Correlation Between NETGEAR and Knife River
Can any of the company-specific risk be diversified away by investing in both NETGEAR and Knife River at the same time? Although using a correlation coefficient on its own may not help to predict future stock returns, this module helps to understand the diversifiable risk of combining NETGEAR and Knife River into the same portfolio, which is an essential part of the fundamental portfolio management process.
By analyzing existing cross correlation between NETGEAR and Knife River, you can compare the effects of market volatilities on NETGEAR and Knife River and check how they will diversify away market risk if combined in the same portfolio for a given time horizon. You can also utilize pair trading strategies of matching a long position in NETGEAR with a short position of Knife River. Check out your portfolio center. Please also check ongoing floating volatility patterns of NETGEAR and Knife River.
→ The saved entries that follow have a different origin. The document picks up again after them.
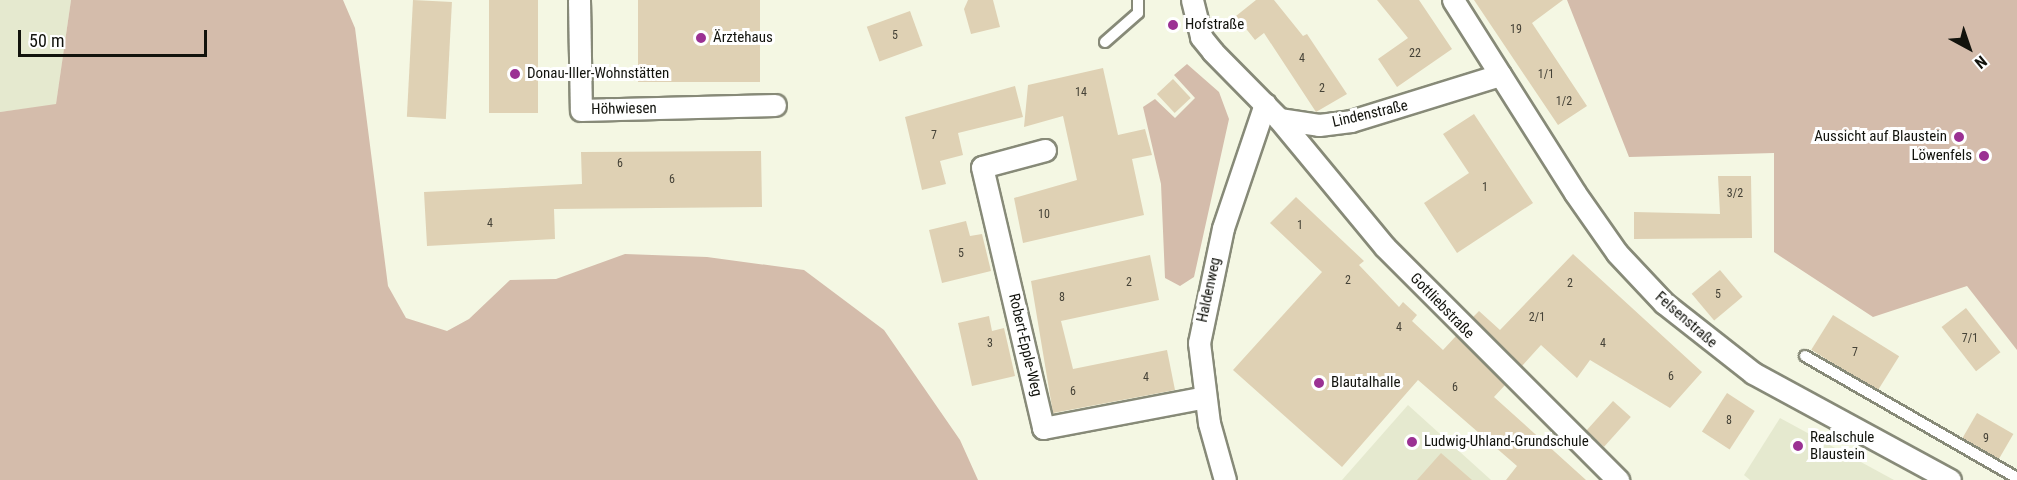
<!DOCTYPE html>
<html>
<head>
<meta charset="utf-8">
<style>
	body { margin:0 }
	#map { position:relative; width:2017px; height:480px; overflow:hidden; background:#f4f7e3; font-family:"Roboto Condensed",sans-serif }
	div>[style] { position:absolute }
	.built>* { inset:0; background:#e5e9cf }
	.green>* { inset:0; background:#d4bcab }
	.building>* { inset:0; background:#dfd1b4; transform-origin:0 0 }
	.roads { filter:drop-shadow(2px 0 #878a78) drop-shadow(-2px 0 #878a78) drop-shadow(0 2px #878a78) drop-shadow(0 -2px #878a78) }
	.service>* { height:10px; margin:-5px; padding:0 5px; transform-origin:5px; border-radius:5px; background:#fff }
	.minor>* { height:21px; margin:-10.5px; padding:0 10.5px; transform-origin:10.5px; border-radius:10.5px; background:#fff }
	.dots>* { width:16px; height:16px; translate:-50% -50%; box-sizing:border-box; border:3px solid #fff; border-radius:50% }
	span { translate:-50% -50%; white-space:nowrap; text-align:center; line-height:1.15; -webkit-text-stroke:6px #fff; paint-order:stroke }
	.number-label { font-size:12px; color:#454237 }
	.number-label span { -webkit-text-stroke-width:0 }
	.poi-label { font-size:15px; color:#12130d }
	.left { translate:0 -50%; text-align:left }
	.right { translate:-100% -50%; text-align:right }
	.street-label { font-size:15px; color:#12130d }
	.north { position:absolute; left:1939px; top:18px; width:60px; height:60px; -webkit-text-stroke:4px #fff; paint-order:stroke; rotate:140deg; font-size:16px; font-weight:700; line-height:24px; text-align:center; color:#12130d }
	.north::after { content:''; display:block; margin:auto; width:21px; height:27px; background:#12130d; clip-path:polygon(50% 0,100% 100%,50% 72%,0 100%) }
	.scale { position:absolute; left:18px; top:30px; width:189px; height:27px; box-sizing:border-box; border:3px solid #12130d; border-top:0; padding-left:8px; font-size:18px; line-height:21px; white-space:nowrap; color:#12130d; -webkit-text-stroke:4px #fff; paint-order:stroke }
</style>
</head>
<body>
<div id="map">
	<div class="built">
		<i style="clip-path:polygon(0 0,71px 0,56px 105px,0 112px)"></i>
		<i style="clip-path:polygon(1408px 405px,1491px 480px,1342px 480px)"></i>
		<i style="clip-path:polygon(1780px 418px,1894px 480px,1750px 480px,1744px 475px)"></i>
	</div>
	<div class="green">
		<i style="clip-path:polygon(71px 0,343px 0,355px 28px,388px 286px,406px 318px,447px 331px,469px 319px,510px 280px,556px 279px,625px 254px,707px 257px,804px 270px,884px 330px,960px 440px,978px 480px,0 480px,0 112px,56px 104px)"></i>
		<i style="clip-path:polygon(1567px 0,2017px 0,2017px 350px,1967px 286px,1873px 317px,1774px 252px,1774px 153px,1629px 157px)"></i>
		<i style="clip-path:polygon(1187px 64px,1219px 92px,1229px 119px,1194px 277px,1180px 286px,1165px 278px,1161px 184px,1143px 107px,1155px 99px,1175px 118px,1195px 98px,1174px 75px)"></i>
	</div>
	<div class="building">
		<i style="left:413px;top:0;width:39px;height:117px;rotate:3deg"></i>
		<i style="left:489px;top:0;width:49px;height:113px"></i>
		<i style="left:638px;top:0;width:122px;height:82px"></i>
		<i style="clip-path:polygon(968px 0,993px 0,1000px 27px,971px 34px,964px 9px)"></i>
		<i style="clip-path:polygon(1256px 0,1274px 0,1303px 36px,1307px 34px,1347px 94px,1316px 112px,1264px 33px,1255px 40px,1236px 16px)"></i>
		<i style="clip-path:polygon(1377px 0,1419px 0,1452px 49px,1397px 87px,1378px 59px,1408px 38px)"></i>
		<i style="clip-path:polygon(1474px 0,1563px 0,1532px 23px,1587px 106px,1558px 125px)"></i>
		<i style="left:910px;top:11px;width:37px;height:46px;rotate:70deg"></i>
		<i style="clip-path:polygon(1103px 68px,1118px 135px,1145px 129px,1152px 155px,1132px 159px,1144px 215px,1023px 243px,1014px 198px,1077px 180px,1063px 116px,1024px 127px,1028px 85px)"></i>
		<i style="left:1173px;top:79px;width:26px;height:22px;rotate:47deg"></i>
		<i style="clip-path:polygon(1015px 86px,1023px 117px,958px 133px,963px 155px,940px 161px,946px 184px,922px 190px,905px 117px)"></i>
		<i style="clip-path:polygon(1474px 114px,1533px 203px,1457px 253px,1424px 203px,1469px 173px,1443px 134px)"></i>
		<i style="clip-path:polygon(761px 151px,762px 207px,554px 209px,555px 239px,427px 246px,424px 192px,582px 184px,581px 152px)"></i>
		<i style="clip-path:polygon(1718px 176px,1751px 176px,1752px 238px,1634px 239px,1634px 212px,1720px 214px)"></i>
		<i style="clip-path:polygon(1296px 197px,1364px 261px,1359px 265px,1399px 307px,1403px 302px,1417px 315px,1412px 321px,1443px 350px,1456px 336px,1505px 385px,1494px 397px,1586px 480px,1506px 480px,1517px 466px,1418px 380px,1342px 467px,1233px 370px,1322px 272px,1270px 223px)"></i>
		<i style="clip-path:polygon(966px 221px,970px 236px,982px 234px,991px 271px,942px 283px,929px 230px)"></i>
		<i style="clip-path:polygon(1573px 254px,1702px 372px,1670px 408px,1590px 360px,1577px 378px,1541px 345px,1522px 366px,1473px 317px,1479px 311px,1500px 330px)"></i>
		<i style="clip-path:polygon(1150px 255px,1159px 300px,1061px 321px,1073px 369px,1167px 350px,1175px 390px,1053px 413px,1031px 281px)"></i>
		<i style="left:1720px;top:270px;width:35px;height:37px;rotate:50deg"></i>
		<i style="left:1966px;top:308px;width:56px;height:31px;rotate:52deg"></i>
		<i style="left:1833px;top:315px;width:78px;height:41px;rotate:32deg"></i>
		<i style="clip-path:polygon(989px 316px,992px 331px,1004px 328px,1015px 376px,972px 386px,958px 323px)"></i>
		<i style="left:1727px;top:393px;width:33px;height:46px;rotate:33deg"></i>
		<i style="left:1613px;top:401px;width:24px;height:40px;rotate:42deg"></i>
		<i style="left:1977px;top:413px;width:42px;height:29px;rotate:30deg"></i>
		<i style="clip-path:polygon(1441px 453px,1472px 480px,1417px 480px)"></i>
	</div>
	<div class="roads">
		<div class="service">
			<i style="left:1105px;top:42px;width:44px;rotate:-41.3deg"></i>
			<i style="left:1138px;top:13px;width:13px;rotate:-90deg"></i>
			<i style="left:1805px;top:356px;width:245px;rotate:29.9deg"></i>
		</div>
		<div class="minor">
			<i style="left:579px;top:0;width:110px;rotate:89deg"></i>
			<i style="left:581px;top:110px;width:194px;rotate:-1.5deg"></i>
			<i style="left:1192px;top:0;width:38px;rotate:76deg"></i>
			<i style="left:1201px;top:37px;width:19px;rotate:51deg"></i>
			<i style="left:1213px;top:52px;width:94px;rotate:45.4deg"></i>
			<i style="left:1279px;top:119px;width:166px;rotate:50.4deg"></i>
			<i style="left:1385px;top:247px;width:330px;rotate:45deg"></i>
			<i style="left:1453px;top:0;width:228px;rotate:57.7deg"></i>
			<i style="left:1575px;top:193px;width:73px;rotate:55deg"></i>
			<i style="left:1617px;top:253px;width:69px;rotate:46.8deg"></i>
			<i style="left:1664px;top:303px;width:113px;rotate:38.2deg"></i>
			<i style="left:1753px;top:373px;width:224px;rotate:28.5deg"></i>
			<i style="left:1279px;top:119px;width:40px;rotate:8.5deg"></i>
			<i style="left:1319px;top:125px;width:32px;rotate:-7deg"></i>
			<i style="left:1351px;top:121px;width:156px;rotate:-17.2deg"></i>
			<i style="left:1045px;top:150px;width:65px;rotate:164.9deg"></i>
			<i style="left:982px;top:167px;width:268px;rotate:76.8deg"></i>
			<i style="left:1043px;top:428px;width:165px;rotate:-10.8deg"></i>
			<i style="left:1225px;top:480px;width:59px;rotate:-105.7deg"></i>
			<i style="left:1209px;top:423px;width:81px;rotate:-97.1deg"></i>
			<i style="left:1199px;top:343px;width:117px;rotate:-78.2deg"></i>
			<i style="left:1223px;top:228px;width:131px;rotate:-71.3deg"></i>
		</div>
	</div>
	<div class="dots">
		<i style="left:1173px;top:25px;background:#9b3193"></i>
		<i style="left:701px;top:38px;background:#9b3193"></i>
		<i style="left:515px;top:74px;background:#9b3193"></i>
		<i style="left:1959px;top:137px;background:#9b3193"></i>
		<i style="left:1984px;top:156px;background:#9b3193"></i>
		<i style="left:1319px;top:383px;background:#9b3193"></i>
		<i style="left:1412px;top:442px;background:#9b3193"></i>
		<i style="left:1798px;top:446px;background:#9b3193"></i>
	</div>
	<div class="number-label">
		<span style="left:1516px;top:30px">19</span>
		<span style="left:895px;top:36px">5</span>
		<span style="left:1415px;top:54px">22</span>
		<span style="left:1302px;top:59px">4</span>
		<span style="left:1546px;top:75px">1/1</span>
		<span style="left:1322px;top:89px">2</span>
		<span style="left:1081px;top:93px">14</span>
		<span style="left:1564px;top:102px">1/2</span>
		<span style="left:934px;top:136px">7</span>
		<span style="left:620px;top:164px">6</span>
		<span style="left:672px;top:180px">6</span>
		<span style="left:1485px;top:188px">1</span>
		<span style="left:1735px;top:194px">3/2</span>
		<span style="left:1044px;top:215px">10</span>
		<span style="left:490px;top:224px">4</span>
		<span style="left:1300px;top:226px">1</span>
		<span style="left:961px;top:254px">5</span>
		<span style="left:1348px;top:281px">2</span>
		<span style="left:1129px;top:283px">2</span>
		<span style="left:1570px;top:284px">2</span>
		<span style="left:1718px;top:295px">5</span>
		<span style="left:1062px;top:298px">8</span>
		<span style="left:1537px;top:318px">2/1</span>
		<span style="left:1399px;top:328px">4</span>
		<span style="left:1970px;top:339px">7/1</span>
		<span style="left:990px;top:344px">3</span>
		<span style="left:1603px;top:344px">4</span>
		<span style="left:1855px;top:353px">7</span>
		<span style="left:1671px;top:377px">6</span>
		<span style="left:1146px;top:378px">4</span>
		<span style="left:1455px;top:388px">6</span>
		<span style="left:1073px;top:392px">6</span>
		<span style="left:1729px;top:421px">8</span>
		<span style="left:1986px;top:439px">9</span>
	</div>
	<div class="poi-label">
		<span class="left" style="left:1185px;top:25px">Hofstraße</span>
		<span class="left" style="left:713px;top:38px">Ärztehaus</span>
		<span class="left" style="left:527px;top:74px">Donau-Iller-Wohnstätten</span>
		<span class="right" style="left:1947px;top:137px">Aussicht auf Blaustein</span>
		<span class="right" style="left:1972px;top:156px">Löwenfels</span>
		<span class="left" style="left:1331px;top:383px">Blautalhalle</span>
		<span class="left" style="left:1810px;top:446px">Realschule<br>Blaustein</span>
		<span class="left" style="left:1424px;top:442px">Ludwig-Uhland-Grundschule</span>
	</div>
	<div class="street-label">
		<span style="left:624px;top:109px;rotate:-1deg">Höhwiesen</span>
		<span style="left:1370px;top:114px;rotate:-13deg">Lindenstraße</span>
		<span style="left:1209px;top:290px;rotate:-78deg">Haldenweg</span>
		<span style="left:1442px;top:306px;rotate:46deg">Gottliebstraße</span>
		<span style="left:1686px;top:320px;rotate:41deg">Felsenstraße</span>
		<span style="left:1025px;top:345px;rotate:77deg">Robert-Epple-Weg</span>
	</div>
	<div class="north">N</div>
	<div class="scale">50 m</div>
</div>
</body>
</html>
Diversification Opportunities for NETGEAR and Knife River
0.84 | Correlation Coefficient |
Very poor diversification
The 3 months correlation between NETGEAR and Knife is 0.84. Overlapping area represents the amount of risk that can be diversified away by holding NETGEAR and Knife River in the same portfolio, assuming nothing else is changed. The correlation between historical prices or returns on Knife River and NETGEAR is a relative statistical measure of the degree to which these equity instruments tend to move together. The correlation coefficient measures the extent to which returns on NETGEAR are associated (or correlated) with Knife River. Values of the correlation coefficient range from -1 to +1, where. The correlation of zero (0) is possible when the price movement of Knife River has no effect on the direction of NETGEAR i.e., NETGEAR and Knife River go up and down completely randomly.
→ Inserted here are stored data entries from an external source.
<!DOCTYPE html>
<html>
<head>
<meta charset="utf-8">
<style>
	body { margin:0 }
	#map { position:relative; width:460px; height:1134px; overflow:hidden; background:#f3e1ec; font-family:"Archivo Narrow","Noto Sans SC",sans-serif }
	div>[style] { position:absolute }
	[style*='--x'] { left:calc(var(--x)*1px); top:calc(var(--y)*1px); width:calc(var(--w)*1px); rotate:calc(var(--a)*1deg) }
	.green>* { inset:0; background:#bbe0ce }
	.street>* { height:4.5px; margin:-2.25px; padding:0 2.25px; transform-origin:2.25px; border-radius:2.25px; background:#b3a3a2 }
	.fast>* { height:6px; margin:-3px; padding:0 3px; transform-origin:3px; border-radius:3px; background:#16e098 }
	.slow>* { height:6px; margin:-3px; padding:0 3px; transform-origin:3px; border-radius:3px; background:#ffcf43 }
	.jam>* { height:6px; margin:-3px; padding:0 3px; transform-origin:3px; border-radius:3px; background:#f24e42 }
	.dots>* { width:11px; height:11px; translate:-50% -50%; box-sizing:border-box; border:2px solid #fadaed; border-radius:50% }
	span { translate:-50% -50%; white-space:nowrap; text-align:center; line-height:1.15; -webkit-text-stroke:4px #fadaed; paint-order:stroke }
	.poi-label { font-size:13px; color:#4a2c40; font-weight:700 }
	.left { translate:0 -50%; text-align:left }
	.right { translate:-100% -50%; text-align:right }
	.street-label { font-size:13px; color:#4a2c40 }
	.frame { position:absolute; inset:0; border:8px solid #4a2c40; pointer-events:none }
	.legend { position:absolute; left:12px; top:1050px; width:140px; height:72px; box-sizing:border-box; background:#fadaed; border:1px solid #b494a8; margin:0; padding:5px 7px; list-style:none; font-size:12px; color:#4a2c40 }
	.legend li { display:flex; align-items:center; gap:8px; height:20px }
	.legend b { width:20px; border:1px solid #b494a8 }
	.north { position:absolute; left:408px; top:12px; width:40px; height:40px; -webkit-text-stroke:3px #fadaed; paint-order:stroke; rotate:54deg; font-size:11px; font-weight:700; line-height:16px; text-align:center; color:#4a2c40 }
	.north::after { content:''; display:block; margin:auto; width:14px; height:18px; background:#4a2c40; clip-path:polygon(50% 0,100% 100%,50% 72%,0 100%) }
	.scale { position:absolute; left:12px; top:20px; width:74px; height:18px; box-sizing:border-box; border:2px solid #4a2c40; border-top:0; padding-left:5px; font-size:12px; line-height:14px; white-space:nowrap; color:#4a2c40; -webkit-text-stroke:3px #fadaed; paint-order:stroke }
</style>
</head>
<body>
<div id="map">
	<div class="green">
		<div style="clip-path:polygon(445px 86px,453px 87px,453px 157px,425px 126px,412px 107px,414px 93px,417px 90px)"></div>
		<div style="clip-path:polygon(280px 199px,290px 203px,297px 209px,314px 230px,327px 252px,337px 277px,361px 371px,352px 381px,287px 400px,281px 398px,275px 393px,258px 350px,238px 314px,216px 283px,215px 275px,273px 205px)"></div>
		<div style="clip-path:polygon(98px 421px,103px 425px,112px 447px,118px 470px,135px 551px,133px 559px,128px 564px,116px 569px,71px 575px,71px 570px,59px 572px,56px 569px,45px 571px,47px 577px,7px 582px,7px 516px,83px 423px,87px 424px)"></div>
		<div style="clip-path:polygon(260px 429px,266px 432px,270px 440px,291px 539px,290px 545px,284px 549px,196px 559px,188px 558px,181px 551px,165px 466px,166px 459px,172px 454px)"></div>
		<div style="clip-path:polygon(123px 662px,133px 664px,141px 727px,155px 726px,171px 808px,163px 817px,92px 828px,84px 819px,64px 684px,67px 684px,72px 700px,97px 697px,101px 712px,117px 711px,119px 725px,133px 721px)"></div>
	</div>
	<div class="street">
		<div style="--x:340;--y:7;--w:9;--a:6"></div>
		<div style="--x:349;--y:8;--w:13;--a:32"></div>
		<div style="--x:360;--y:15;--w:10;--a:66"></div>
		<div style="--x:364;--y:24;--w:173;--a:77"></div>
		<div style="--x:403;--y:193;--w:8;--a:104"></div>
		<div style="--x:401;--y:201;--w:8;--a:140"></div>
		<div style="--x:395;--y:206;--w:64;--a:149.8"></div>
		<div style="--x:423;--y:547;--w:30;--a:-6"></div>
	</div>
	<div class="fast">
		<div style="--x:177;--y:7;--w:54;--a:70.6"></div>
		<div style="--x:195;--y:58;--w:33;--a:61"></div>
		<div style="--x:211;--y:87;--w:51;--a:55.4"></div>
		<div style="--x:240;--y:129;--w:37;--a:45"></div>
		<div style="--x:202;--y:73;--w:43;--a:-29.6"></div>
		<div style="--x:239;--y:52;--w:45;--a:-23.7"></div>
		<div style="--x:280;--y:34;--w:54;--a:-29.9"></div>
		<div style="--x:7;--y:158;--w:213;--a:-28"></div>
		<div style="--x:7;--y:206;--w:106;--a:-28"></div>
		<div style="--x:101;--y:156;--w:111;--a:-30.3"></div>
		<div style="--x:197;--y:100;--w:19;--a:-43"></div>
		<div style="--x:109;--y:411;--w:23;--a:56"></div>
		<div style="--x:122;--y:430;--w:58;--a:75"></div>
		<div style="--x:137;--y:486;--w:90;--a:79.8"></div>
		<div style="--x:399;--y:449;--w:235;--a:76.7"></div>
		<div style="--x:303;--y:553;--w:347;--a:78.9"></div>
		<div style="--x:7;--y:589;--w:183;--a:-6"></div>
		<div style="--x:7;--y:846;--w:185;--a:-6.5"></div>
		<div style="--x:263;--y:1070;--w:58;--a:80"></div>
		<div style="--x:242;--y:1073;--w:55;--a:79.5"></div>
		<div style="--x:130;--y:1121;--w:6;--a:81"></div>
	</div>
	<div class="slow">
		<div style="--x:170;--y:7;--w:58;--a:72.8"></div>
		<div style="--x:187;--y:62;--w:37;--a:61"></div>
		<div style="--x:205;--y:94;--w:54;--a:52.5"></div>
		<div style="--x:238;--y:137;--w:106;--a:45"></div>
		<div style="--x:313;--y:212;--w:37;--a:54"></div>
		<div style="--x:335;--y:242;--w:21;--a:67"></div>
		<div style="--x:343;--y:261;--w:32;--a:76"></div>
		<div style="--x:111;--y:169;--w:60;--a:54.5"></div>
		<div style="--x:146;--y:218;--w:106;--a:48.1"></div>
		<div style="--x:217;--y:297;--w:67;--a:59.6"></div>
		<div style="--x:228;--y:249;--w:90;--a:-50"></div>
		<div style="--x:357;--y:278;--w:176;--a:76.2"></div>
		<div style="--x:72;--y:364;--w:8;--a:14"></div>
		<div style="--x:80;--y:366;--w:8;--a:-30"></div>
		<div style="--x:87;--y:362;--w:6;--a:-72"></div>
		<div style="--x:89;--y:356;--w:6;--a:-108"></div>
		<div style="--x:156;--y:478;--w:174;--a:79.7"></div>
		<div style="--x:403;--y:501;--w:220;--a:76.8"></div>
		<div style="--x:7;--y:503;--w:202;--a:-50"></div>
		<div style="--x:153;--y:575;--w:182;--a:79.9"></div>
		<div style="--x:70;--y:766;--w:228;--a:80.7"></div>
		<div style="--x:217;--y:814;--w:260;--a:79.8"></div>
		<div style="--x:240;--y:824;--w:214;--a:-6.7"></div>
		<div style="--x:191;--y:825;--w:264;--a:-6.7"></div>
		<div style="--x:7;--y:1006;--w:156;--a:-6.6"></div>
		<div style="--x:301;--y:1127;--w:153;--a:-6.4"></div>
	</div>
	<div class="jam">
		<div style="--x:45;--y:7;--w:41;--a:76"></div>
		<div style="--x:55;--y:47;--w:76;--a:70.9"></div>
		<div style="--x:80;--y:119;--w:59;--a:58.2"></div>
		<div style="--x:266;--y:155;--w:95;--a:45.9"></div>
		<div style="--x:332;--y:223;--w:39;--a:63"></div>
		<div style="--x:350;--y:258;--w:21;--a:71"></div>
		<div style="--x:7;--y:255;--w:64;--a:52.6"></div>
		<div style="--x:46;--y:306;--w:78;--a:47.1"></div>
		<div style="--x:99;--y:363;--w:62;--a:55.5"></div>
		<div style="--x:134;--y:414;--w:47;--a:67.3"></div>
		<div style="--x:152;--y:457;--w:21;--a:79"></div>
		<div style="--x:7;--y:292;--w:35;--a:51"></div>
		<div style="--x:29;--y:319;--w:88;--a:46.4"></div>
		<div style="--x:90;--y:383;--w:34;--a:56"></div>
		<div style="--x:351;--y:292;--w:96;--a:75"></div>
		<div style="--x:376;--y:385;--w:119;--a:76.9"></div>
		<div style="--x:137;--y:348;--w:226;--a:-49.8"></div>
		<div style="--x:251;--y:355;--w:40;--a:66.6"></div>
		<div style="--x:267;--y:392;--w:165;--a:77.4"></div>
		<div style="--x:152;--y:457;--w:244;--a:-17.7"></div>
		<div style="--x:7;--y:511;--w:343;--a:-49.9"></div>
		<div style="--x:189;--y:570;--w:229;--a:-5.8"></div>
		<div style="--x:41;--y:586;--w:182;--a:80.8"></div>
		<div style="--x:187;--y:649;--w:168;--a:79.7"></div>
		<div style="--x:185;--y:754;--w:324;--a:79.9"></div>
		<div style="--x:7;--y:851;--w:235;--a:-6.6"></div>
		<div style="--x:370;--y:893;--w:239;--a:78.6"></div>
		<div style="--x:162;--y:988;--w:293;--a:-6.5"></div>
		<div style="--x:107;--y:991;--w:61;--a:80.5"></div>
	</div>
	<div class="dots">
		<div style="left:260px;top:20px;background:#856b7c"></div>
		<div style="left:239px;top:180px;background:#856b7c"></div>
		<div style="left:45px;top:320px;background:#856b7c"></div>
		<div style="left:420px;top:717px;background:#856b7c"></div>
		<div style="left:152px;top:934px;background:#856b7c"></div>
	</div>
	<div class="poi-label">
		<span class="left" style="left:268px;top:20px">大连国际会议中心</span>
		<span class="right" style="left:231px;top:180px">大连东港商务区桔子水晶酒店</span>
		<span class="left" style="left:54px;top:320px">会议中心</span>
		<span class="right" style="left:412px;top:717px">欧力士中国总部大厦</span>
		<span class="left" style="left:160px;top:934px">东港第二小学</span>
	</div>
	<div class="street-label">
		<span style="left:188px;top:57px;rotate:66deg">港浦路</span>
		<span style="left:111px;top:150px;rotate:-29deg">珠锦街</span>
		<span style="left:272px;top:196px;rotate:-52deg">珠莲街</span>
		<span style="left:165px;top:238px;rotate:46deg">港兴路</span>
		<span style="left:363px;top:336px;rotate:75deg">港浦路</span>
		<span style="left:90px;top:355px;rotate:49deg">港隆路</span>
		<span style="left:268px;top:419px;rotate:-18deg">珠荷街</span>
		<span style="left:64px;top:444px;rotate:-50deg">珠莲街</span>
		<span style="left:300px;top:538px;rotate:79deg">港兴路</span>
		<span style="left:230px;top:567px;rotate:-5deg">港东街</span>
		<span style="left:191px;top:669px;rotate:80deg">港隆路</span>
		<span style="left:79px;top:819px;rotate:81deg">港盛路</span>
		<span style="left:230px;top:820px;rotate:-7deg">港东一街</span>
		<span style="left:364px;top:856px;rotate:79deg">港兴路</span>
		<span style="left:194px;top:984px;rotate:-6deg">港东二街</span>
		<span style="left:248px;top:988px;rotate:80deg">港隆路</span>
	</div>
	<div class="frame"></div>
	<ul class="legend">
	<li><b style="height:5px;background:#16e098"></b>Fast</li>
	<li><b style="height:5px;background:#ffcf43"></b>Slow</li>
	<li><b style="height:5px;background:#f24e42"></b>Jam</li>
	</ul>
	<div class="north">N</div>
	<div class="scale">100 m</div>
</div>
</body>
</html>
Pair Corralation between NETGEAR and Knife River
Given the investment horizon of 90 days NETGEAR is expected to generate 1.05 times more return on investment than Knife River. However, NETGEAR is 1.05 times more volatile than Knife River. It trades about 0.13 of its potential returns per unit of risk. Knife River is currently generating about 0.12 per unit of risk. If you would invest 2,136 in NETGEAR on September 15, 2024 and sell it today you would earn a total of 405.00 from holding NETGEAR or generate 18.96% return on investment over 90 days.
Time Period | 3 Months [change] |
Direction | Moves Together |
Strength | Strong |
Accuracy | 100.0% |
Values | Daily Returns |
NETGEAR vs. Knife River
Performance |
Timeline |
NETGEAR |
Knife River |
NETGEAR and Knife River Volatility Contrast
Predicted Return Density |
Returns |
Pair Trading with NETGEAR and Knife River
The main advantage of trading using opposite NETGEAR and Knife River positions is that it hedges away some unsystematic risk. Because of two separate transactions, even if NETGEAR position performs unexpectedly, Knife River can make up some of the losses. Pair trading also minimizes risk from directional movements in the market. For example, if an entire industry or sector drops because of unexpected headlines, the short position in Knife River will offset losses from the drop in Knife River's long position.NETGEAR vs. Passage Bio | NETGEAR vs. Black Diamond Therapeutics | NETGEAR vs. Alector | NETGEAR vs. Century Therapeutics |
Knife River vs. Skillful Craftsman Education | Knife River vs. NETGEAR | Knife River vs. National CineMedia | Knife River vs. Yuexiu Transport Infrastructure |
Check out your portfolio center.Note that this page's information should be used as a complementary analysis to find the right mix of equity instruments to add to your existing portfolios or create a brand new portfolio. You can also try the Headlines Timeline module to stay connected to all market stories and filter out noise. Drill down to analyze hype elasticity.